Weaknesses: The proposed methods are limited to low dimensional signals. It will be interesting if the theory and methods can be generalised to high dimensional signals such as images (including all the pixels as one signal).
Correctness: The claims and methods are correct.
Clarity: Yes, this paper is well presented.
Relation to Prior Work: Yes, related works are discussed.
Summary and Contributions: The author presents that a Fourier feature mapping allows the coordinate-based MLPs to be better suited for modeling functions in low dimensions. Specifically, the authors show that adjusting the Fourier feature parameters can control the frequency falloff of the combined NTK. The authors compare input mappings on a various low-dimensional regression tasks and achieved favorable performance.
Strengths: + The paper is well written. + The related work well categorizes and summarizes the previous work. + To provide theoretical analysis, the authors well explained the background of NTK theory in a concise manner. + The visualization of Figure2 provides an motivation and insight. + The authors provide a simple experiment showing that a basic input mapping makes the composed NTK shift-invariant. Moreover, they showed that a Fourier feature mapping can be used to tune the composed kernel's width (high-frequency mapping can enable faster convergence). + The paper provides strong empirical evidence on various low-dimensional regression tasks.

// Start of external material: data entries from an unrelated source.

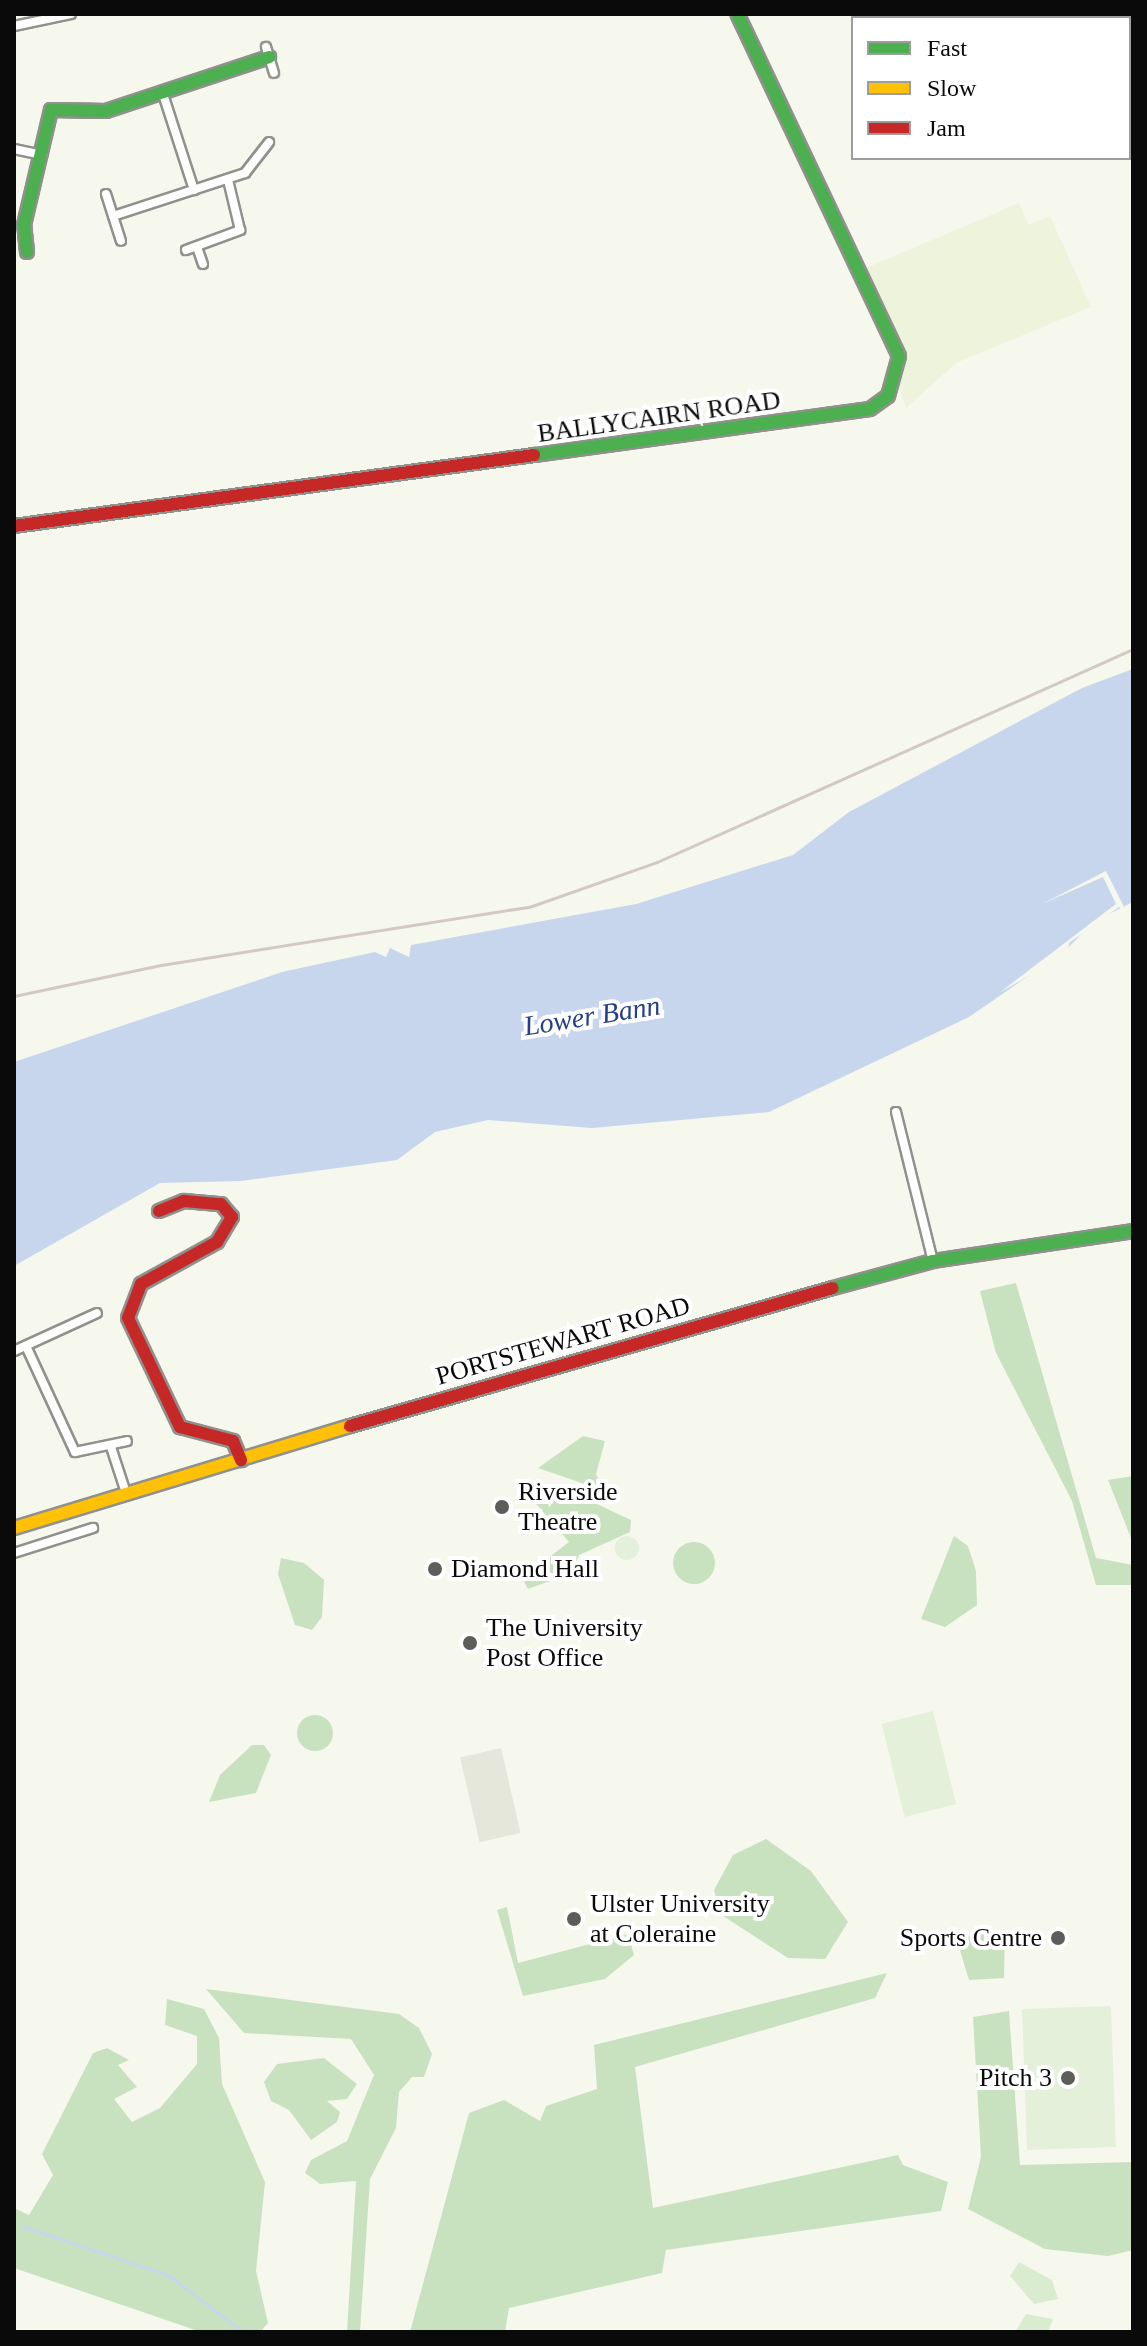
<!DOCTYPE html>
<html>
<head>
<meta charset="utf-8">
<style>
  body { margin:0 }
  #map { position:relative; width:1147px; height:2346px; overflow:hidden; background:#f6f8ee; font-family:"Times New Roman",serif }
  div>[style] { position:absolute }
  .farmland>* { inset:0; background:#eef3dc }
  .green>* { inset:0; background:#d9ecd0 }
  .forest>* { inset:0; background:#c8e2c0 }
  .round { border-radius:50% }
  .pitch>* { inset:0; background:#e4f0da; transform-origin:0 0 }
  .plaza>* { inset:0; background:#e6e7db; transform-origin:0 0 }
  .water>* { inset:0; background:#c8d6ed }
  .pier>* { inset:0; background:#f6f8ee }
  .stream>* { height:3px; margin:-1.5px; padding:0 1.5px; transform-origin:1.5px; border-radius:1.5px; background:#c8d6ed }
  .roads { filter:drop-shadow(2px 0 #90918d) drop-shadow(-2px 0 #90918d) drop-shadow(0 2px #90918d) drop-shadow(0 -2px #90918d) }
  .street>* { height:8px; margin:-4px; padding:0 4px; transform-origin:4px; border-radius:4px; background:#fefefc }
  .fast>* { height:12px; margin:-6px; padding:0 6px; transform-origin:6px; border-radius:6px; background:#4caf50 }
  .slow>* { height:12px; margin:-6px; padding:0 6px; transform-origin:6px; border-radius:6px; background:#ffc107 }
  .jam>* { height:12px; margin:-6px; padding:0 6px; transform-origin:6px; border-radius:6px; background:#c62828 }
  .rail>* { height:3px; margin:-1.5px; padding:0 1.5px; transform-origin:1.5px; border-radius:1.5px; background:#d3c9c4 }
  .dots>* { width:22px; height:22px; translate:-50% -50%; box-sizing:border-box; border:4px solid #fff; border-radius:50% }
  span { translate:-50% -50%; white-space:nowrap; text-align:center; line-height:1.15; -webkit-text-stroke:8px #fff; paint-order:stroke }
  .street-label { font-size:26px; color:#0a0a0a }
  .poi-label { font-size:26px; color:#0a0a0a }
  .left { translate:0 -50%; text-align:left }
  .right { translate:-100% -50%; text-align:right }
  .water-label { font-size:28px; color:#25408a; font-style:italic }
  .frame { position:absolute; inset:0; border:16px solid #0a0a0a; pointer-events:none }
  .legend { position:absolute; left:851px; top:16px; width:280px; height:144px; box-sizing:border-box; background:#fff; border:2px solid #9d9d9d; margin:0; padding:10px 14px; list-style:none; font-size:24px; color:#0a0a0a }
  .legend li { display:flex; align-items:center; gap:16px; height:40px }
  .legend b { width:40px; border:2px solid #9d9d9d }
</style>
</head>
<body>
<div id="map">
  <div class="farmland">
    <div style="clip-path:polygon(1019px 203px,1028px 225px,1050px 216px,1091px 307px,956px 363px,906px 408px,859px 271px)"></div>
  </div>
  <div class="green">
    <div style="clip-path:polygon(1019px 2262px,1052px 2280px,1058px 2299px,1034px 2304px,1010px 2276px)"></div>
    <div style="clip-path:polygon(1026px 2314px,1053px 2319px,1048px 2332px,1015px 2332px)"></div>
  </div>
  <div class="forest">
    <div style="clip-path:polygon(1016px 1283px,1096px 1558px,1133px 1565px,1133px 1585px,1096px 1585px,1072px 1501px,996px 1353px,980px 1291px)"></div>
    <div style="clip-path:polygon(583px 1436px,605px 1441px,596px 1474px,602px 1490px,538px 1468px)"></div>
    <div style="clip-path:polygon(1133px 1476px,1133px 1543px,1108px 1480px)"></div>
    <div style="clip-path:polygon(556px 1485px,631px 1520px,630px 1532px,579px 1555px,572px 1573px,528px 1589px,517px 1568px,543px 1562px,569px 1542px,533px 1500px)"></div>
    <div style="clip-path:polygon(954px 1536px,968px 1546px,976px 1571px,977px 1605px,945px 1627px,921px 1619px)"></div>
    <div class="round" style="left:673px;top:1542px;width:42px;height:42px"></div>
    <div style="clip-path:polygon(281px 1558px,304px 1563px,324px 1580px,322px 1617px,312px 1630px,295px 1625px,278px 1574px)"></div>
    <div class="round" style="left:297px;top:1715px;width:36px;height:36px"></div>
    <div style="clip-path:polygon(252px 1745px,264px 1745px,271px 1755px,256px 1793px,209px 1802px,220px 1775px)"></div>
    <div style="clip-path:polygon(766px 1839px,811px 1871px,848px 1922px,825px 1959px,788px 1958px,720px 1914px,714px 1890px,733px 1855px)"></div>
    <div style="clip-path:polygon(507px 1907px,518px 1963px,628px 1934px,634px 1955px,605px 1979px,523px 1996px,497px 1910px)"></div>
    <div style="clip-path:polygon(1005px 1933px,1004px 1978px,969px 1980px,958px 1944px,971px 1935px)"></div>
    <div style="clip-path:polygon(887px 1973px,875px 1998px,635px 2067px,653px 2208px,898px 2155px,903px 2165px,948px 2182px,941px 2211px,666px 2250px,662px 2273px,509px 2308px,505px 2332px,410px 2332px,469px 2113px,504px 2100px,540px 2121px,546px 2106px,597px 2089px,594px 2045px)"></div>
    <div style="clip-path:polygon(206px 1989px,399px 2014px,419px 2028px,432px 2054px,424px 2077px,412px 2077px,399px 2092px,396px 2128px,370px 2179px,360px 2332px,347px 2332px,356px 2181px,320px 2184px,305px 2173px,311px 2160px,347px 2141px,374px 2075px,351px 2039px,244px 2033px)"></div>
    <div style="clip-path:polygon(167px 1999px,204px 2009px,219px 2038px,222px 2084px,265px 2182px,256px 2271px,268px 2323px,260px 2332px,201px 2332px,14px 2268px,14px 2208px,29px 2215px,53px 2175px,42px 2154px,93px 2053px,107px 2048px,129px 2060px,118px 2065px,137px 2087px,114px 2099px,132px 2122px,160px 2108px,197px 2064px,197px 2036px,165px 2025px)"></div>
    <div style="clip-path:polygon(1009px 2011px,1020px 2165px,1133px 2162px,1133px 2250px,1108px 2256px,1045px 2249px,968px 2209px,981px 2157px,973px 2017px)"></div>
    <div style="clip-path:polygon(324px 2058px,357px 2084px,347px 2099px,327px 2101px,340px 2112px,337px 2122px,311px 2140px,289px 2110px,271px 2101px,264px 2082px,277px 2064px)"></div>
  </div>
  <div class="pitch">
    <div class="round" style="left:615px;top:1536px;width:24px;height:24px"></div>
    <div style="left:933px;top:1711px;width:96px;height:53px;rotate:76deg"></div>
    <div style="left:1111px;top:2006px;width:141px;height:89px;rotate:88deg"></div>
  </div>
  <div class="plaza">
    <div style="left:501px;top:1748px;width:87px;height:42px;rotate:77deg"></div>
  </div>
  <div class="water">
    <div style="clip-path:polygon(1133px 669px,1133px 902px,1093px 922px,1066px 950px,969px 1017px,769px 1112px,592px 1128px,488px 1120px,435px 1132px,397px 1160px,241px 1181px,160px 1183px,14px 1266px,14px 1062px,282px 972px,375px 952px,386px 957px,390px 948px,409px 957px,411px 945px,636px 904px,793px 855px,849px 812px,1082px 688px)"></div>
  </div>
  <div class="pier">
    <div style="clip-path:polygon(1106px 871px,1126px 911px,1119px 907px,1069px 943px,1068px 953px,999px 993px,1116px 904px,1103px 877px,1042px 904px)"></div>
  </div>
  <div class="stream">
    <div style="left:22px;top:2226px;width:154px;rotate:18.6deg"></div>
    <div style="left:168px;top:2275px;width:94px;rotate:37.2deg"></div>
  </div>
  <div class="roads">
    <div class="street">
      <div style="left:14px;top:26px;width:58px;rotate:-11.9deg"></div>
      <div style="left:266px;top:47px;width:27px;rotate:73deg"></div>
      <div style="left:163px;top:94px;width:101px;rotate:72.1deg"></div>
      <div style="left:14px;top:149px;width:29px;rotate:12deg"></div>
      <div style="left:106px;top:194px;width:49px;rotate:72.3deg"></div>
      <div style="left:113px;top:216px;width:139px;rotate:-18deg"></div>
      <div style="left:245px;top:173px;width:39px;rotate:-52deg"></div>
      <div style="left:197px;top:247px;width:18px;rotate:71deg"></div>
      <div style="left:186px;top:250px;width:58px;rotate:-20.3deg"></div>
      <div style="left:240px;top:230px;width:51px;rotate:-103.5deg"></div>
      <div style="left:896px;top:1112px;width:154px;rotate:76.1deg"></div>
      <div style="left:26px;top:1346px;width:117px;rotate:65.2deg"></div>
      <div style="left:75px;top:1452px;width:53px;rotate:-11.9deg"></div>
      <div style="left:14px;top:1351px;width:91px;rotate:-24.6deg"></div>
      <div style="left:111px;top:1447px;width:48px;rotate:71.9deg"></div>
      <div style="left:14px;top:1553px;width:83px;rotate:-17.6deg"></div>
    </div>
    <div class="fast">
      <div style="left:27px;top:252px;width:27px;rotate:-96deg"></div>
      <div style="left:24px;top:225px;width:118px;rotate:-76.8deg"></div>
      <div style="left:51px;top:110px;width:55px;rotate:1deg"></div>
      <div style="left:106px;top:111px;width:172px;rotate:-18.3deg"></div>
      <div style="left:534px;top:455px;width:339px;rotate:-7.8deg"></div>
      <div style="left:870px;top:409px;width:22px;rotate:-36deg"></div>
      <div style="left:888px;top:396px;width:41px;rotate:-74.6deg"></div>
      <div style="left:899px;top:356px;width:378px;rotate:-115.3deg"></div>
      <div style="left:833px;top:1288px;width:104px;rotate:-15.1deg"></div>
      <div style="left:933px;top:1261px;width:202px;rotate:-8.5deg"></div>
    </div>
    <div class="slow">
      <div style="left:14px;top:1528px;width:351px;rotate:-16.9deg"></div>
    </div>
    <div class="jam">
      <div style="left:14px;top:526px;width:525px;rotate:-7.77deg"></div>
      <div style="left:159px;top:1211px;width:27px;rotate:-22deg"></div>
      <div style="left:184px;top:1201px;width:37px;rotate:5deg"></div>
      <div style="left:221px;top:1204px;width:17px;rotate:50deg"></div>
      <div style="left:232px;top:1217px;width:29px;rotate:121deg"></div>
      <div style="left:217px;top:1242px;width:87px;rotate:151.1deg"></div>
      <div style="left:141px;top:1284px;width:36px;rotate:111deg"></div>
      <div style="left:128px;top:1318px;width:121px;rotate:64.5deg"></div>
      <div style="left:180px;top:1427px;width:55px;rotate:14.8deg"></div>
      <div style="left:233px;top:1441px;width:21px;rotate:67deg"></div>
      <div style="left:350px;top:1426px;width:502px;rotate:-15.95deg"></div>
    </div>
  </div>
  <div class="rail">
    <div style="left:14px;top:996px;width:150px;rotate:-11.9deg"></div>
    <div style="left:161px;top:965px;width:373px;rotate:-9deg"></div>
    <div style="left:529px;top:907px;width:136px;rotate:-19.4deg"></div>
    <div style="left:657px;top:862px;width:521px;rotate:-24.11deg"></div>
  </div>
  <div class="dots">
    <div style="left:502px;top:1507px;background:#5d5d5a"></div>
    <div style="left:435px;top:1569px;background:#5d5d5a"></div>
    <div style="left:470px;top:1643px;background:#5d5d5a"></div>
    <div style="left:574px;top:1919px;background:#5d5d5a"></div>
    <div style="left:1058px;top:1938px;background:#5d5d5a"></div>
    <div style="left:1068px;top:2078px;background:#5d5d5a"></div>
  </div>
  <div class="street-label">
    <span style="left:659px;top:417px;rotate:-8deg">BALLYCAIRN ROAD</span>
    <span style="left:563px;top:1341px;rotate:-16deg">PORTSTEWART ROAD</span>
  </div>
  <div class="poi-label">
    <span class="left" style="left:518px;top:1507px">Riverside<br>Theatre</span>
    <span class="left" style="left:451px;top:1569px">Diamond Hall</span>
    <span class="left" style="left:486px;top:1643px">The University<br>Post Office</span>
    <span class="left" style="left:590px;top:1919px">Ulster University<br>at Coleraine</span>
    <span class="right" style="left:1042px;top:1938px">Sports Centre</span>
    <span class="right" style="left:1052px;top:2078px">Pitch 3</span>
  </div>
  <div class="water-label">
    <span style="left:592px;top:1016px;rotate:-9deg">Lower Bann</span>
  </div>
  <div class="frame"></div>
  <ul class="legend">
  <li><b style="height:10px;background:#4caf50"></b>Fast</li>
  <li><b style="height:10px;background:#ffc107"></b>Slow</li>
  <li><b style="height:10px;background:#c62828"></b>Jam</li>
  </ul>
</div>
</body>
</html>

Weaknesses: Cannot find critical weakness
Correctness: The arguments and experiments are solid.
Clarity: The paper is easy to follow and well written.
Relation to Prior Work: The related work section well describes the distinct points from previous works.
Additional Feedback: Based on the NTK theory, the authors provide a theoretical analysis on why the simple Fourier feature mapping can enhance the coordinate-based MLP significantly. The simple experiments and corresponding figures makes the reader easy to follow the main flow and concept. The experimental results shows the effectiveness of the proposals. --After rebuttal -- I will keep my initial rating.
Summary and Contributions: This paper analyzes the theoretical properties of using Fourier Features to replace raw coordinates as input features to a neural tangent kernel (NTK). It also empirically proves the advantages on MLPs of doing so for toy functions, as well as a few image regression tasks. ====== Update after author responses ====== Appreciate the careful responses to my concerns. I think most of them are well addressed. Also I'd encourage the authors to incorporate such discussions into the final version to bring more clarity to the future audience. I'd raise my rating from 6 to 7.
Strengths: The theoretical analysis of Fourier features on NTK seems sound, although I haven't read the equations closely. Experiments clearly show the advantage of Fourier features.
Weaknesses: 1. How Fourier features accelerate NTK convergence in the high-frequency range? Did I overlook something or it's not analyzed? This is an essential theoretical support to the merits of Fourier features. 2. The theory part is limited to the behavior on NTK. I understand analyzing Fourier features on MLPs is highly difficult, but I'm a bit worried there would be a significant gap between NTK and the actual behavior of MLPs (although they are asymptotically equivalent). 3. Examples in Section 5 are limited to 1D functions, which are a bit toyish.
Correctness: The claims seem correct, and are well supported by experiments.
Clarity: In general this paper is well written. But sections 4 and 5 could be revised to make the logical flow clearer.
Relation to Prior Work: Prior work is properly mentioned and related.
Additional Feedback: Suggest to put more visualizations, e.g. reconstructed images (could put in appendix). Failed cases are welcome.